## INSTRUCTIONS TO FOLLOW
Every line with the word "linecap" in it should be extracted from the data that follows.

## DATA

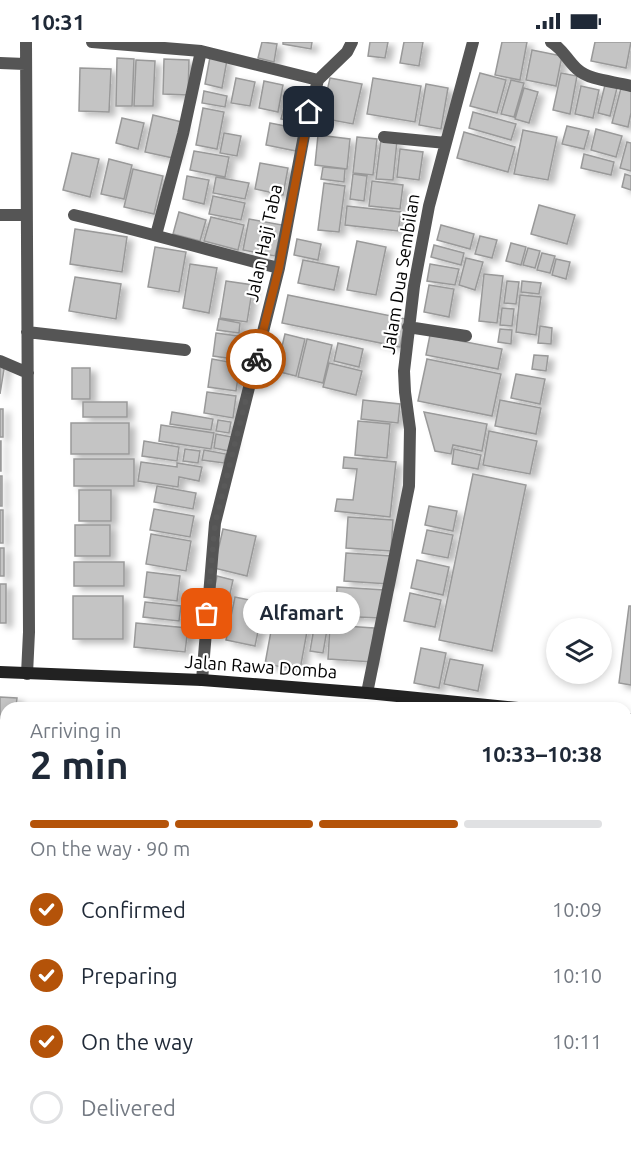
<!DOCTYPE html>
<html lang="en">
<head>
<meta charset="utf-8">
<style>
	body { margin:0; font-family:Ubuntu,sans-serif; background:#f6f6f7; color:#1f2937; height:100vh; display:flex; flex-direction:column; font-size:22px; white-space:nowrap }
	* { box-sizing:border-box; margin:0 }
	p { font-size:20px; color:#747a83 }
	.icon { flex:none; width:33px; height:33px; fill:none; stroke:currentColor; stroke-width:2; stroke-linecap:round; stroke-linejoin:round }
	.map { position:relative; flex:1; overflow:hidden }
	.side { position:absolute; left:0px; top:660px; width:632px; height:450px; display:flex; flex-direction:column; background:#fff; border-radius:18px 18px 0 0; box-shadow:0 3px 9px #0003 }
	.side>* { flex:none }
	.controls { position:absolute; left:546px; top:576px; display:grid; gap:12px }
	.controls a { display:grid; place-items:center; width:66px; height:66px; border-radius:50%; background:#fff; box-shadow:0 3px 9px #0003; font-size:30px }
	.pin { position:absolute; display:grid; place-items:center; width:51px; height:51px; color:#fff; margin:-26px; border-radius:12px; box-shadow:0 3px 9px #0006 }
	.courier { position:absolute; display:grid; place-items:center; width:60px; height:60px; margin:-30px; border:4px solid #b45309; border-radius:50%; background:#fff; color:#222; box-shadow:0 2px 8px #0007 }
	.bubble { position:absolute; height:42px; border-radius:21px; background:#fff; box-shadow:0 3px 9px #0003; font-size:20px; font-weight:700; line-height:42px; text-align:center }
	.head em { font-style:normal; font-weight:700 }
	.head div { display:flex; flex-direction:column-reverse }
	.head { display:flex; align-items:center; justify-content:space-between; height:102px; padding:0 30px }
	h1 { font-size:39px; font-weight:700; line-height:45px }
	.bar { display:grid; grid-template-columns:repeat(4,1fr); gap:9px 6px; align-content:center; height:72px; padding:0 30px }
	.bar i { height:8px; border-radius:4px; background:#e0e1e3 }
	.bar .on { background:#b45309 }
	.bar p { grid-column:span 4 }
	ol { padding:0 30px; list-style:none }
	li { display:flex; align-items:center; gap:18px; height:66px }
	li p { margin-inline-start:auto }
	li .icon { padding:6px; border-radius:50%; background:#b45309; color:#fff; stroke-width:4 }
	li:last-child { color:#747a83 }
	li i { width:33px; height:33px; border:3px solid #e0e1e3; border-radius:50% }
	.status { display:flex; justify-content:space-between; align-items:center; height:42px; padding:0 30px; background:#fff; direction:ltr }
	.status svg { height:16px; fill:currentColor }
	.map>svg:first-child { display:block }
	.building { fill:#c4c4c4; stroke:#999; stroke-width:1.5; filter:url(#shadow) }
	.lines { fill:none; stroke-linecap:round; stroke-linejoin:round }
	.street { stroke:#555; stroke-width:12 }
	.secondary { stroke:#222; stroke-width:12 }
	.done { stroke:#595959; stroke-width:6; stroke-dasharray:0 10.8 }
	.route { stroke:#b45309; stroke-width:8 }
	.labels { text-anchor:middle; stroke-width:4.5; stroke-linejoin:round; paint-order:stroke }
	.street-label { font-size:18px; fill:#000; stroke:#fff }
</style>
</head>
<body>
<div class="status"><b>10:31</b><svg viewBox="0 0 49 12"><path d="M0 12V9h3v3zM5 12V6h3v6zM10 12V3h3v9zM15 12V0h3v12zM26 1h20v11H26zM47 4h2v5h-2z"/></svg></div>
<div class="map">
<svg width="631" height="1110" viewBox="0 0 631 1110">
	<defs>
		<filter id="shadow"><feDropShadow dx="6" dy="4" stdDeviation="3" flood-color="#0004"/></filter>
	</defs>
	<rect width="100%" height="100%" fill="#fff"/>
	<path class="building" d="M262 0 277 2 274 20 258 16Z
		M283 0H312L311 7 283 2Z
		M370 0H388L385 16 368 14Z
		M404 0H423L419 24 400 21Z
		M502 0H527L520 38 495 33Z
		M595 0H631L626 26 591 19Z
		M532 8 562 14 556 44 526 38Z
		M210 15 227 18 222 46 205 42Z
		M117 16 134 17 132 64H116Z
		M164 17 189 18 188 53 163 52Z
		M136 18 155 19 153 64H134Z
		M80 26 111 27 109 70 79 69Z
		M480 31 506 38 497 71 470 64Z
		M561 31 577 34 570 72 553 68Z
		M236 36 255 40 250 64 231 61Z
		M330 36 362 42 353 82 321 76Z
		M373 36 421 44 415 80 367 72Z
		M511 38 524 41 514 75 501 72Z
		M264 39 283 43 278 70 259 66Z
		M426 42 448 46 441 87 419 83Z
		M605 43 617 46 610 74 598 71Z
		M581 44 599 48 593 76 575 72Z
		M524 46 538 50 529 81 515 77Z
		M621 46 631 49V71L628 85 612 81Z
		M204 49 227 54 225 65 202 61Z
		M285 61 307 66 304 82 281 77Z
		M203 66 224 70 217 107 196 103Z
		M473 70 516 82 511 98 469 86Z
		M153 73 182 80 173 116 145 110Z
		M122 76 144 81 138 107 116 101Z
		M270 81 301 87 296 109 266 103Z
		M567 84 589 89 584 107 562 102Z
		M596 87 622 94 616 115 591 108Z
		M523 88 557 95 548 138 514 132Z
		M464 90 515 105 508 130 457 116Z
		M224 91 241 94 237 114 220 111Z
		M318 93 350 97 347 127 315 123Z
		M357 95 377 97 373 133 353 131Z
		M381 97 397 99 393 138 376 137Z
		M627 100 631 101V129L620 126Z
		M400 107 423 110 419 138 397 135Z
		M194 109 229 115 225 135 190 128Z
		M72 111 99 117 90 155 63 148Z
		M584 112 614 120 611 133 581 126Z
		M109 117 132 123 124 157 101 152Z
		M260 121 288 126 283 153 255 147Z
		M323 125 345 127 344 140 321 137Z
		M133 127 163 134 154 172 124 165Z
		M353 132 367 134 364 159 350 157Z
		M625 132 631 134V148L622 145Z
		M187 134 209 138 204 162 183 157Z
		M216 135 249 141 245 157 213 151Z
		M372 139 403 143 400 167 369 164Z
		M324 141 345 144 339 190 318 188Z
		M213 154 245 161 241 178 209 172Z
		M539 163 575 173 567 202 531 192Z
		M347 164 401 170 398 189 345 183Z
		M179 170 206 178 200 199 173 192Z
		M211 175 244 183 238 208 204 199Z
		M249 177 282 183 275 214 243 208Z
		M441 183 474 192 470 207 437 198Z
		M75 187 127 195 122 230 70 222Z
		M480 194 497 198 492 216 475 212Z
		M297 197 321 202 318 218 294 213Z
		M357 199 386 205 376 253 347 248Z
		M511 201 526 205 521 223 506 219Z
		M434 203 464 211 461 223 431 215Z
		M155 205 186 210 179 250 148 245Z
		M528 206 540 209 535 226 523 223Z
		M542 211 555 214 550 231 537 228Z
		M466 216 483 220 475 248 459 243Z
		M556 217 570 220 566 237 552 233Z
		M303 218 339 225 334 248 298 241Z
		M190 222 217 226 209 271 183 266Z
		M430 222 459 227 455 243 427 239Z
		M484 232 503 234 497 281 479 279Z
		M75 235 121 242 116 277 69 269Z
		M226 239 253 243 247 280 220 276Z
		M507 239 519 240 516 262 504 261Z
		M522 239 541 241 539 252 521 250Z
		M429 243 454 247 449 275 424 270Z
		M288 253 406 277 400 305 282 281Z
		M520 253 541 255 536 293 516 290Z
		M502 266 514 267 512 284 500 283Z
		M219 277 240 281 239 291 217 288Z
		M540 284 552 286 551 302 538 301Z
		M500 287 512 288 511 302 498 300Z
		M216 291 245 295 241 318 213 314Z
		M285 292 305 297 296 334 276 329Z
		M430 293 502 307 498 327 426 313Z
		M307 297 332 303 323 341 298 335Z
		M338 301 363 307 359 325 334 319Z
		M534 313 548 314 546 329 532 327Z
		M212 317 240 322 236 349 208 345Z
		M427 317 501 332 492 374 418 359Z
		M0 321H5L0 352Z
		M329 321 362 329 356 353 323 345Z
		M72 326H90V357H72Z
		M516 332 545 337 540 362 511 356Z
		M207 350 236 354 233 376 204 371Z
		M363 358 400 362 398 381 361 377Z
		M500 358 541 366 536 392 495 384Z
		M83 360H127V375H83Z
		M0 367H3V395H0Z
		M172 370 213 377 211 388 170 382Z
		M424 370 487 382 482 409 453 403 451 412 435 409Z
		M218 378 231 380 229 391 216 389Z
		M358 379 390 382 387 416 355 413Z
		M71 381H129V412H71Z
		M161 383 214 391 211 407 159 399Z
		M489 389 537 399 530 432 483 423Z
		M216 392 232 395 229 409 214 406Z
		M0 399H1V429H0Z
		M144 399 179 405 177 419 142 414Z
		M185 407 200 409 198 421 183 419Z
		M454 407 481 413 478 427 452 422Z
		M204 408 226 412 224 421 202 418Z
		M344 415 396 420 390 475 335 469 337 457 353 458 357 427 343 426Z
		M74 417H134V444H74Z
		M141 420 177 425V421L202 425 199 439 179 435 178 445 138 439Z
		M473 432 526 443 492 609 439 598Z
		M0 434H2V464H0Z
		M157 444 196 451 193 467 154 460Z
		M79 448H111V479H79Z
		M429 464 457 469 453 489 425 483Z
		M154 467 194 474 190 495 150 488Z
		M0 468H3V501H0Z
		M348 475 393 478 391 509 346 506Z
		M75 483H110V514H75Z
		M223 487 256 494 247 534 214 526Z
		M427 488 453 493 448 516 422 511Z
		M151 492 191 499 186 529 146 522Z
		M0 506H4V534H0Z
		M346 511 392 514 389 542 344 539Z
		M417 518 449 525 443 553 411 546Z
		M74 520H124V544H74Z
		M147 530 180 534 177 559 144 555Z
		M217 534 233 538 224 579 208 575Z
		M0 542H6V581H0Z
		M337 545 385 548 380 576 336 574Z
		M410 551 441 558 435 585 404 579Z
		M73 554H123V597H73Z
		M235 555 264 561 255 604 226 598Z
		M319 557 332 559 329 577 315 574Z
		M145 560 181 564 179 579 143 575Z
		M629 564H631V643L619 641Z
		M275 567 310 573 300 628 265 622Z
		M315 580 328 582 323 611 310 609Z
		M136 581 188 586 185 610 134 605Z
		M330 583 374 586 372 620 328 617Z
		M421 606 446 611 439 646 414 641Z
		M450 617 483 623 478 649 444 642Z
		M0 655 17 656 16 666H6V705H0Z
		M0 711H6V732H0Z
		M0 735H6V752L0 751Z
		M626 749H631V774H626Z
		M626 782 630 783 626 818Z
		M6 804V827H0V805Z
		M0 831H6V870H0Z
		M0 880H6V904H0Z
		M6 910V928H0V911Z
		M0 931H6V946H0Z
		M0 948H6V981H0Z
		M0 1030H6V1053H0Z
		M0 1057 6 1058V1084H0Z
		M0 1089H6V1104H30V1110H0Z
		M80 1104H110V1110H80Z
		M502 1104H547V1110H502Z
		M556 1104H598V1110H556Z"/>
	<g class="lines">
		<path class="street" d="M26 0 29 590 27 632
			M92 0 201 9 318 38
			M551 0C563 7 567 18 577 27 590 39 614 39 631 44
			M0 21 25 22
			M384 95 446 101
			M0 173H26
			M74 173C143 189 210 209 279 226
			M156 193 183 92 201 9
			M408 285 466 294
			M27 290 185 308
			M0 319 28 331
			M202 638 215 481 279 226 305 88 318 38 347 10 352 0
			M367 651 409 444 410 387 405 350 404 329 414 244 429 164 473 0
			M0 780H6
			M626 838H631
			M51 1104V1110
			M217 1104 220 1106 344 1110
			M437 1104V1110
			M470 1104V1110
			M616 1104V1110
			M195 1110V1104"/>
		<path class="secondary" d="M0 630 202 638 367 651 518 666
			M626 677H631"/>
	</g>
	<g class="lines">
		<path class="done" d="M207 572 215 482 256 317"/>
		<path class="route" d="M256 317 279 226 309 70"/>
	</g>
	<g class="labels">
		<g class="street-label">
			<text transform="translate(264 201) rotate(-78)" y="6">Jalan Haji Taba</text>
			<text transform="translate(401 232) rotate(-81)" y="6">Jalam Dua Sembilan</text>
			<text transform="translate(261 625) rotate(4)" y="6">Jalan Rawa Domba</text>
		</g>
	</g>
</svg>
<div class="controls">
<a><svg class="icon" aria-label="layers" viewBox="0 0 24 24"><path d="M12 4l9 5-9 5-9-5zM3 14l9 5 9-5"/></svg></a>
</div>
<div class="pin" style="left:207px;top:572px;background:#ea580c"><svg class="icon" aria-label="bag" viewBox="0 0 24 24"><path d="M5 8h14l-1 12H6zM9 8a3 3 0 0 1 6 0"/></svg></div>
<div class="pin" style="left:309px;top:70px;background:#1f2937"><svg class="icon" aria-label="home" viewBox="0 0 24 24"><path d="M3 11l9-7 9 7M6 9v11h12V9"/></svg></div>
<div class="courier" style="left:256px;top:317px"><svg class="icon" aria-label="bike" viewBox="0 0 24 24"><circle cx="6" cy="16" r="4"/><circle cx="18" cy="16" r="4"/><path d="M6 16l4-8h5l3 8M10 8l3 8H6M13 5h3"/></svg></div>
<div class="bubble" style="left:243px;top:550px;width:117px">Alfamart</div>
<section class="side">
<div class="head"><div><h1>2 min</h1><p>Arriving in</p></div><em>10:33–10:38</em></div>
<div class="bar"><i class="on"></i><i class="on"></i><i class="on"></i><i></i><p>On the way · 90 m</p></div>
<ol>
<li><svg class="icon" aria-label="check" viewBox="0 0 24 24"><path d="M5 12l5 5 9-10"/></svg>Confirmed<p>10:09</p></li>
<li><svg class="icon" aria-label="check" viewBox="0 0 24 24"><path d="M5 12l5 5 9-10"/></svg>Preparing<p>10:10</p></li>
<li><svg class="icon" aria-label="check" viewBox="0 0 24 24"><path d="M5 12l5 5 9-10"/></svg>On the way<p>10:11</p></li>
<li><i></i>Delivered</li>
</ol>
</section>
</div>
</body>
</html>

## ANSWER BOX
	.icon { flex:none; width:33px; height:33px; fill:none; stroke:currentColor; stroke-width:2; stroke-linecap:round; stroke-linejoin:round }
	.lines { fill:none; stroke-linecap:round; stroke-linejoin:round }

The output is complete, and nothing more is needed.